(Saved data entries)
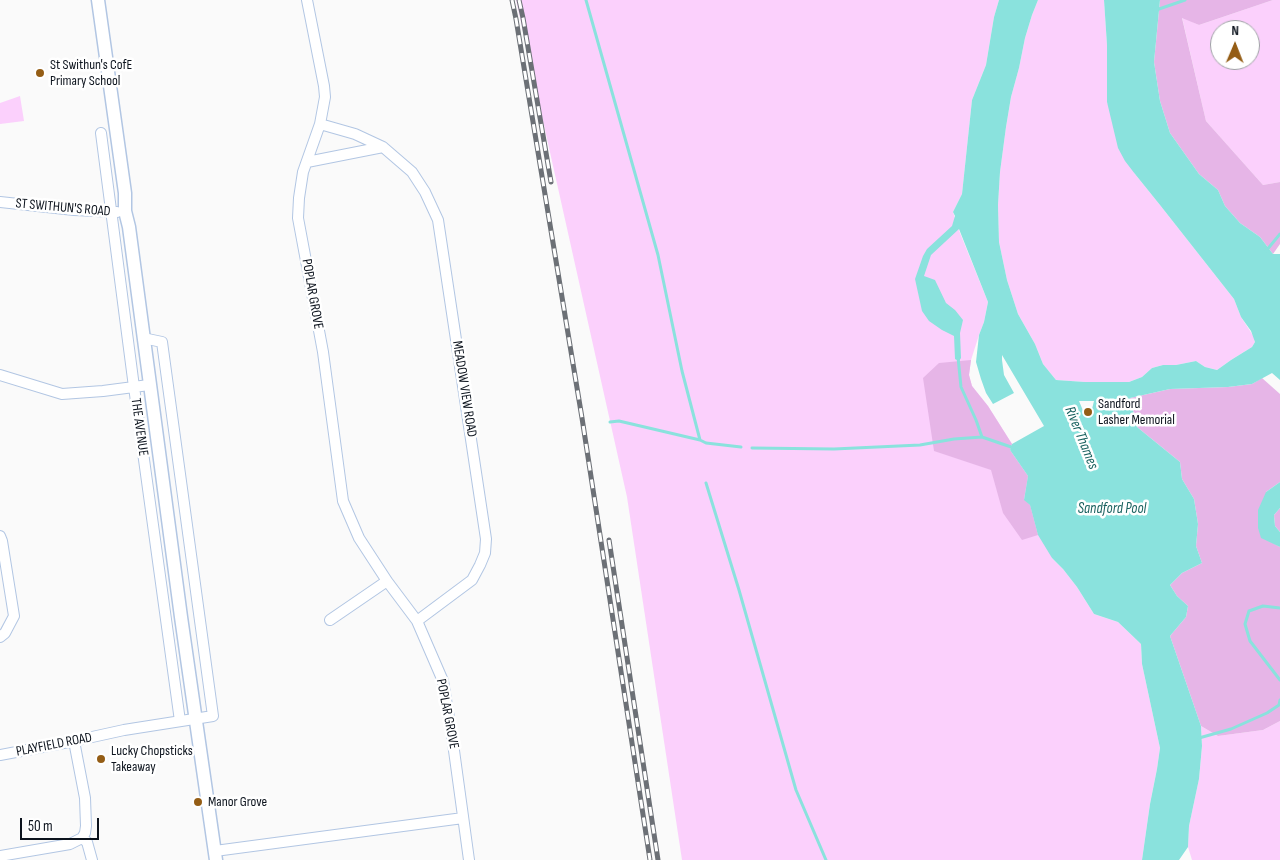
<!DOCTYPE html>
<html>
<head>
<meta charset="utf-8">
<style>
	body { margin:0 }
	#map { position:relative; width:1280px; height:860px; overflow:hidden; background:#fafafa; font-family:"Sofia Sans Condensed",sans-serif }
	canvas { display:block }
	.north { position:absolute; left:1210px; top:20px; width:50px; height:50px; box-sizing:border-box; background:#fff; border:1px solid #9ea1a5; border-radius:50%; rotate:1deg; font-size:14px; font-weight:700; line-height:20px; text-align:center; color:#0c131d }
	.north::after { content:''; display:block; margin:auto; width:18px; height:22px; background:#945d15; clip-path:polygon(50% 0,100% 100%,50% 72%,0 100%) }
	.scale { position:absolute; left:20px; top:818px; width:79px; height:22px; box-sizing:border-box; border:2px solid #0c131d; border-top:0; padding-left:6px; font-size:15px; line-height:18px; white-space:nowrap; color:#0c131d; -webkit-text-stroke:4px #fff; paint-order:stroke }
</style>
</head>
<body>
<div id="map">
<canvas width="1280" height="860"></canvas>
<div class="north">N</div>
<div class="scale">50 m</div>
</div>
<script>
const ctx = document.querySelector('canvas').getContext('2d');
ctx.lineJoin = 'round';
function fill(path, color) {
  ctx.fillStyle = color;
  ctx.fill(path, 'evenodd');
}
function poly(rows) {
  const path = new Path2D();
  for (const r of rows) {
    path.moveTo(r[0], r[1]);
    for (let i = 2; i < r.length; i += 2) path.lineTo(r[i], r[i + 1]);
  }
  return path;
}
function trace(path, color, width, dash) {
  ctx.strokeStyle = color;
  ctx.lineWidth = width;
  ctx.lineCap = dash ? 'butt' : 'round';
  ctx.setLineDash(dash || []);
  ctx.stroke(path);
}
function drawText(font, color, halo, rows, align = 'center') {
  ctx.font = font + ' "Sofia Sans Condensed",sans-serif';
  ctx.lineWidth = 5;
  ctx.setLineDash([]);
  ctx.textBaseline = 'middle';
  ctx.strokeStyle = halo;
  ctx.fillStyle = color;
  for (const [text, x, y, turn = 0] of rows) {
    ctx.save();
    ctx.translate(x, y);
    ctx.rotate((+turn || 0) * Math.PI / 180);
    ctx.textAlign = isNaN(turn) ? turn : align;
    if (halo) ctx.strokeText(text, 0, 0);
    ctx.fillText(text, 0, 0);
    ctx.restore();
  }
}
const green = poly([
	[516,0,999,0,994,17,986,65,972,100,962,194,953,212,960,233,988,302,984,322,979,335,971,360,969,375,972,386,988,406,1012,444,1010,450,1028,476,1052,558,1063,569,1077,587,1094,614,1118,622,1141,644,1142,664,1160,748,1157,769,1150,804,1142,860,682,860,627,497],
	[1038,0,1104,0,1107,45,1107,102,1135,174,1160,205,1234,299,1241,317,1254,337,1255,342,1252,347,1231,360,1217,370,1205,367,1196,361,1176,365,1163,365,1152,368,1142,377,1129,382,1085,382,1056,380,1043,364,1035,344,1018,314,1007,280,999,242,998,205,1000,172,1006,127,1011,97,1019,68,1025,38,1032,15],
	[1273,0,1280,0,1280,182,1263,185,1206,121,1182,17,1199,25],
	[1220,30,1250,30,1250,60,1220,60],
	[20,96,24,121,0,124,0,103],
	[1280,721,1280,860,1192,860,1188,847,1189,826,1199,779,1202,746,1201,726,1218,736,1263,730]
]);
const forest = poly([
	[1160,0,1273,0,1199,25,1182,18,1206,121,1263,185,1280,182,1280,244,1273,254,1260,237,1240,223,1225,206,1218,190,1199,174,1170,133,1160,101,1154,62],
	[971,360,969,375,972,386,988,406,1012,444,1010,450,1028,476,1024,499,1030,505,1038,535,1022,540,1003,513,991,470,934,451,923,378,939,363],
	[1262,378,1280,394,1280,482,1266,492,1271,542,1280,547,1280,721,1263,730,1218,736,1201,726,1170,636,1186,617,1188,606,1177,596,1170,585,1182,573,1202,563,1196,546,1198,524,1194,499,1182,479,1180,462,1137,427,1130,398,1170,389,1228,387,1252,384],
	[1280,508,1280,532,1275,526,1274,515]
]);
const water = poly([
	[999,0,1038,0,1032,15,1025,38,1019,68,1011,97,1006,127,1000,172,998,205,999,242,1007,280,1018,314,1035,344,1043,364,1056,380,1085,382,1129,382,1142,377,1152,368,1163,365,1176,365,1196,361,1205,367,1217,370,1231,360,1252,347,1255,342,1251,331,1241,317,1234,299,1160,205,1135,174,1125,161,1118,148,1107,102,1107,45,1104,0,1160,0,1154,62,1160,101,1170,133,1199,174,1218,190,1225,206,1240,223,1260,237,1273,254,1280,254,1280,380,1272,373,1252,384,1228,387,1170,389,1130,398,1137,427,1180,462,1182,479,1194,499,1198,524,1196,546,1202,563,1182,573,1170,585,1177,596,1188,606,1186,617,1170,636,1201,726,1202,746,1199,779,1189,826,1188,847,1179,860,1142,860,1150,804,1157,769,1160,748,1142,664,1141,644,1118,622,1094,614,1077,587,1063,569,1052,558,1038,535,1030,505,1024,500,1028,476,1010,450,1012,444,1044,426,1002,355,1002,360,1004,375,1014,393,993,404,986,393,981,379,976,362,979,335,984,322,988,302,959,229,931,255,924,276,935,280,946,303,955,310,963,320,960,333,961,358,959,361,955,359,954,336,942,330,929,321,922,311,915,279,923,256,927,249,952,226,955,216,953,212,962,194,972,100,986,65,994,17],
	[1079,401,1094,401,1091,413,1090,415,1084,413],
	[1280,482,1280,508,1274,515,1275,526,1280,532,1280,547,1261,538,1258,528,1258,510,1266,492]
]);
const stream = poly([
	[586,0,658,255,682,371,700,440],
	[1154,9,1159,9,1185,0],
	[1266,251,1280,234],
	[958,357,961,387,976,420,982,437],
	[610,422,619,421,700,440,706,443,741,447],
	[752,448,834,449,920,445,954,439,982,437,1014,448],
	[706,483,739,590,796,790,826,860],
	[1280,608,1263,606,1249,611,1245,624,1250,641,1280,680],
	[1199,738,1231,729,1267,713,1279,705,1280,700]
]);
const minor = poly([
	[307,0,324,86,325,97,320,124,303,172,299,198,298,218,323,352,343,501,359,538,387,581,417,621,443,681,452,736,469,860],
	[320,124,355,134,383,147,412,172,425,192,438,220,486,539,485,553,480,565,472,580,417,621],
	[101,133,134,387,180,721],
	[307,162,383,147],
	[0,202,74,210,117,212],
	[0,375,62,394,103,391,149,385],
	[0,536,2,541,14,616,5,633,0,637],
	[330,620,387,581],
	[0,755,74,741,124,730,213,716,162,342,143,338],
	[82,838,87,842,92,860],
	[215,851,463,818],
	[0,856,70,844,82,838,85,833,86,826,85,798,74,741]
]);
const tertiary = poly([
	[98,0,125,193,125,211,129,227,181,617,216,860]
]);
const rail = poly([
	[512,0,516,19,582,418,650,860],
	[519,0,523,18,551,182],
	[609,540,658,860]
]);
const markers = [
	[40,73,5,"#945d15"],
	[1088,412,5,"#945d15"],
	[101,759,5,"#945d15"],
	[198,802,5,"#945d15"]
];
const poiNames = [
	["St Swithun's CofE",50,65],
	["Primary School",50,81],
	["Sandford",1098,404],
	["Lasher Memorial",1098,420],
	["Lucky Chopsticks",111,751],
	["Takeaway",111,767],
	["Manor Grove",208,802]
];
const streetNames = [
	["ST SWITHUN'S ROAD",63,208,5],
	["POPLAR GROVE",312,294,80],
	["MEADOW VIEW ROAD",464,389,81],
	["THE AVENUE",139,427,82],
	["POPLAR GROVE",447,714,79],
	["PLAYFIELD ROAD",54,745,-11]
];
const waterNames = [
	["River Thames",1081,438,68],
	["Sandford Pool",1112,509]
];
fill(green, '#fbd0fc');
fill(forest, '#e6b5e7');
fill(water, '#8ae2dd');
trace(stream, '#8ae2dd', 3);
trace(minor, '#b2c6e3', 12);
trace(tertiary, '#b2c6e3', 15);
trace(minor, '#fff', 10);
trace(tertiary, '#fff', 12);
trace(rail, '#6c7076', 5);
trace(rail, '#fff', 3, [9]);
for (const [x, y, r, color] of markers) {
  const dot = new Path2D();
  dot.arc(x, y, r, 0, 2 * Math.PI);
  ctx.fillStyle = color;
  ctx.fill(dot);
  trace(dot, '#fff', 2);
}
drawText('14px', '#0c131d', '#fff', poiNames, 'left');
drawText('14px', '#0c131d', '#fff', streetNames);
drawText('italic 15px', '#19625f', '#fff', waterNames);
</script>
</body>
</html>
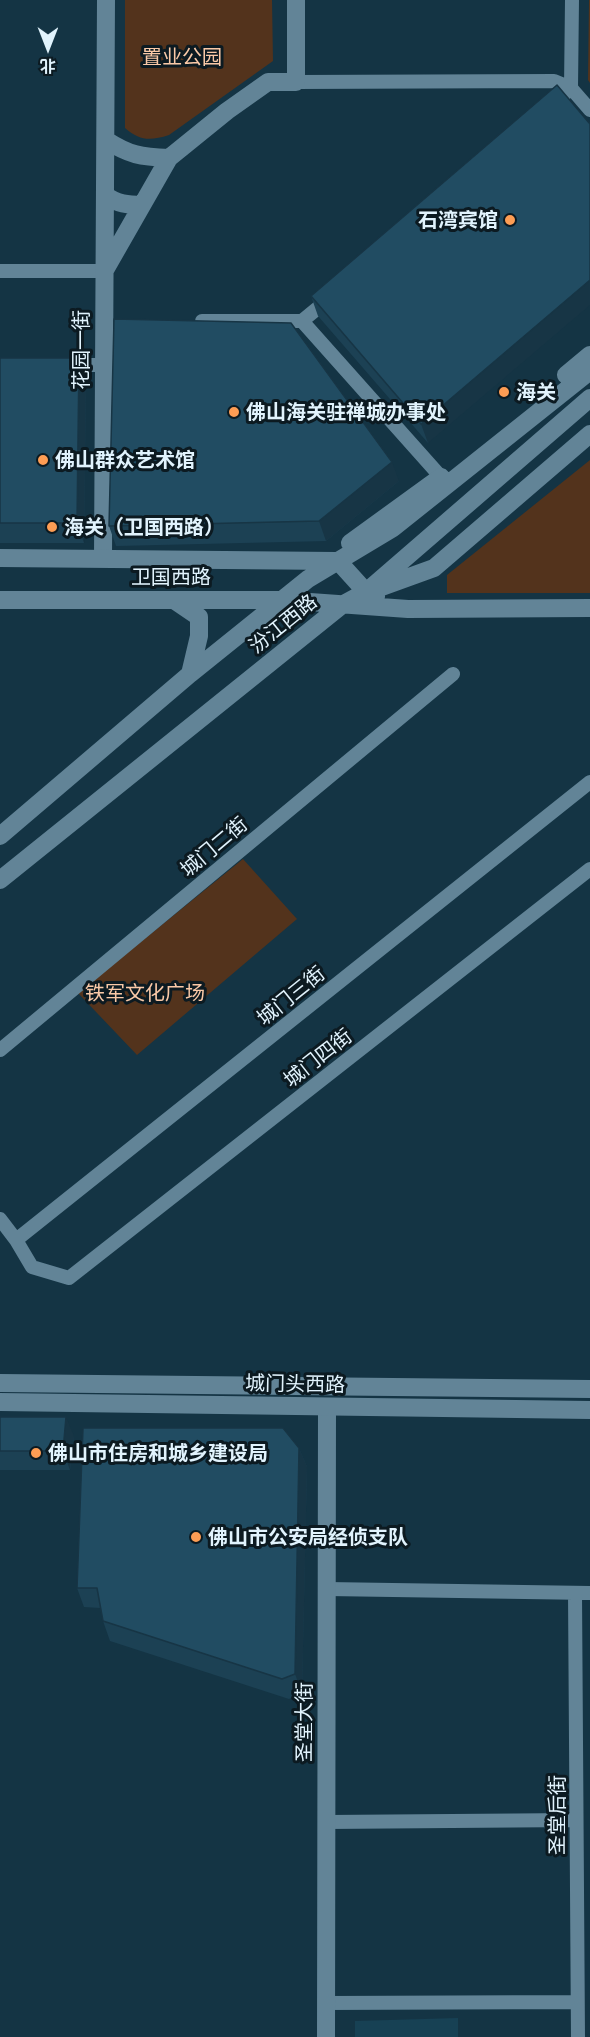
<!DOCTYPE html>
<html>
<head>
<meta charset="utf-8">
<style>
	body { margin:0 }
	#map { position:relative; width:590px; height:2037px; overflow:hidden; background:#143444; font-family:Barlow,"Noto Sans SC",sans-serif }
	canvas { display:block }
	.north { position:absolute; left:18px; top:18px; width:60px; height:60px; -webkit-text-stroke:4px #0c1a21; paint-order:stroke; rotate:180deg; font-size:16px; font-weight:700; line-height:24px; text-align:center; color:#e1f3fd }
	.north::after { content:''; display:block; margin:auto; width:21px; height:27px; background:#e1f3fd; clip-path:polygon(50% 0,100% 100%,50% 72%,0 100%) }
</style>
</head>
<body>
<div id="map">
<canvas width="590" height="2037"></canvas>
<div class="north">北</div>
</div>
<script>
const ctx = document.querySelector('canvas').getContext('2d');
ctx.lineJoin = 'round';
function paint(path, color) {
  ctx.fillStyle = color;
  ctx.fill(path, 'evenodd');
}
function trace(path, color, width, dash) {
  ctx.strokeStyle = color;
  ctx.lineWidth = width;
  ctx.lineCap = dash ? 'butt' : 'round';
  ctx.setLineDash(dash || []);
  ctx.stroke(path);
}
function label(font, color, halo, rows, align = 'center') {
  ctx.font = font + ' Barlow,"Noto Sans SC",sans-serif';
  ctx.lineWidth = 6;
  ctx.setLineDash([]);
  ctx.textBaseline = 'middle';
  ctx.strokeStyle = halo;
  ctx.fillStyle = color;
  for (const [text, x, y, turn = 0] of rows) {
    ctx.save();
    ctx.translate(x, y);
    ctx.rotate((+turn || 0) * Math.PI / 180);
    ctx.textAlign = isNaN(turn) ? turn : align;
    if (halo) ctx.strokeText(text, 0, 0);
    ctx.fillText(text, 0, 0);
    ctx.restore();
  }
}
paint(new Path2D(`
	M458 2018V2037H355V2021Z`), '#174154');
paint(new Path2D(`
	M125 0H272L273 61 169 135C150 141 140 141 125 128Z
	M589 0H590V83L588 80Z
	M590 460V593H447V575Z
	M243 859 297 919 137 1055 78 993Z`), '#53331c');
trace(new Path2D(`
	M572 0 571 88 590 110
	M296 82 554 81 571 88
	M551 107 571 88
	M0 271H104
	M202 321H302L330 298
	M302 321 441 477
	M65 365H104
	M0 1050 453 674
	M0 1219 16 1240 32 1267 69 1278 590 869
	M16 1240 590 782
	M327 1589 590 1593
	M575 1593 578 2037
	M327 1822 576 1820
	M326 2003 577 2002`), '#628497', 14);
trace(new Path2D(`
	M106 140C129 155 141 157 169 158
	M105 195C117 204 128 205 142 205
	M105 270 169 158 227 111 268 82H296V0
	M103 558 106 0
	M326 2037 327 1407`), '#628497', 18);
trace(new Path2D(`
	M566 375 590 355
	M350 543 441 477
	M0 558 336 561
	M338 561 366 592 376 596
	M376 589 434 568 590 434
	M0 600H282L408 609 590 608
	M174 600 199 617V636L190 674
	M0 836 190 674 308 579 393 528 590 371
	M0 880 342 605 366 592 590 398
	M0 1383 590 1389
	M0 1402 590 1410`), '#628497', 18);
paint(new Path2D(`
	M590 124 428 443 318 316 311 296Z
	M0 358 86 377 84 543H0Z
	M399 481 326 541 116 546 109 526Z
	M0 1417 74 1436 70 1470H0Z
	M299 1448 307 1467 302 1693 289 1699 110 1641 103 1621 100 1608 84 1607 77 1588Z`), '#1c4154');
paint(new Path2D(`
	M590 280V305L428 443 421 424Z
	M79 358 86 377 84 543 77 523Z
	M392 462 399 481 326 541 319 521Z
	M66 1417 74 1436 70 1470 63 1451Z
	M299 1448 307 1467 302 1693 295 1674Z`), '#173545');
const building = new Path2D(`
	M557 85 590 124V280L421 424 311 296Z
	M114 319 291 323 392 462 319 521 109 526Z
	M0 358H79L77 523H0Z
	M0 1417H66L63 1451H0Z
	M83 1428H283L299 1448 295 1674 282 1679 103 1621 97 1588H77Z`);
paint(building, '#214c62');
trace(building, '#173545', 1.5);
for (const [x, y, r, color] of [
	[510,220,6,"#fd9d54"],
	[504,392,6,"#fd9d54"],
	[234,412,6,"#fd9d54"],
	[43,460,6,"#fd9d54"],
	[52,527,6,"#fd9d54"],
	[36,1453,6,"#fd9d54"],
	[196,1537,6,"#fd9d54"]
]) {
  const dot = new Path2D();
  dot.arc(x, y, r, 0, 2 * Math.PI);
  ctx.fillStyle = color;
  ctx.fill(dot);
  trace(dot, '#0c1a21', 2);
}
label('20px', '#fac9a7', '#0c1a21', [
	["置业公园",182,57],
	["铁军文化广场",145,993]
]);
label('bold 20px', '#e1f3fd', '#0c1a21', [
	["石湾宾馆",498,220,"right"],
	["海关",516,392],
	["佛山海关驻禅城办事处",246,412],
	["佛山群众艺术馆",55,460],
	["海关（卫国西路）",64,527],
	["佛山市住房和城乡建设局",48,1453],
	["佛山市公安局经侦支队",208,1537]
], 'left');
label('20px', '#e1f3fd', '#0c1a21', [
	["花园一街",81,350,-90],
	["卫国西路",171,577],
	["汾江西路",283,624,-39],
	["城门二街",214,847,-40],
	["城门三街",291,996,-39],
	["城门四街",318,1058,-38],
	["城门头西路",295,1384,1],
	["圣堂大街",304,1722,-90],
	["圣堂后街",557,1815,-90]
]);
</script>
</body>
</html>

- WHAT YOU NEED TO DO
Exactly the lines from the start of the entries above through the line with "position:absolute; left:1210px; top:20px;" should be reproduced, and nothing else; drop the pictures.

- SOLUTION BELOW
<!DOCTYPE html>
<html>
<head>
<meta charset="utf-8">
<style>
	body { margin:0 }
	#map { position:relative; width:1280px; height:860px; overflow:hidden; background:#fafafa; font-family:"Sofia Sans Condensed",sans-serif }
	canvas { display:block }
	.north { position:absolute; left:1210px; top:20px; width:50px; height:50px; box-sizing:border-box; background:#fff; border:1px solid #9ea1a5; border-radius:50%; rotate:1deg; font-size:14px; font-weight:700; line-height:20px; text-align:center; color:#0c131d }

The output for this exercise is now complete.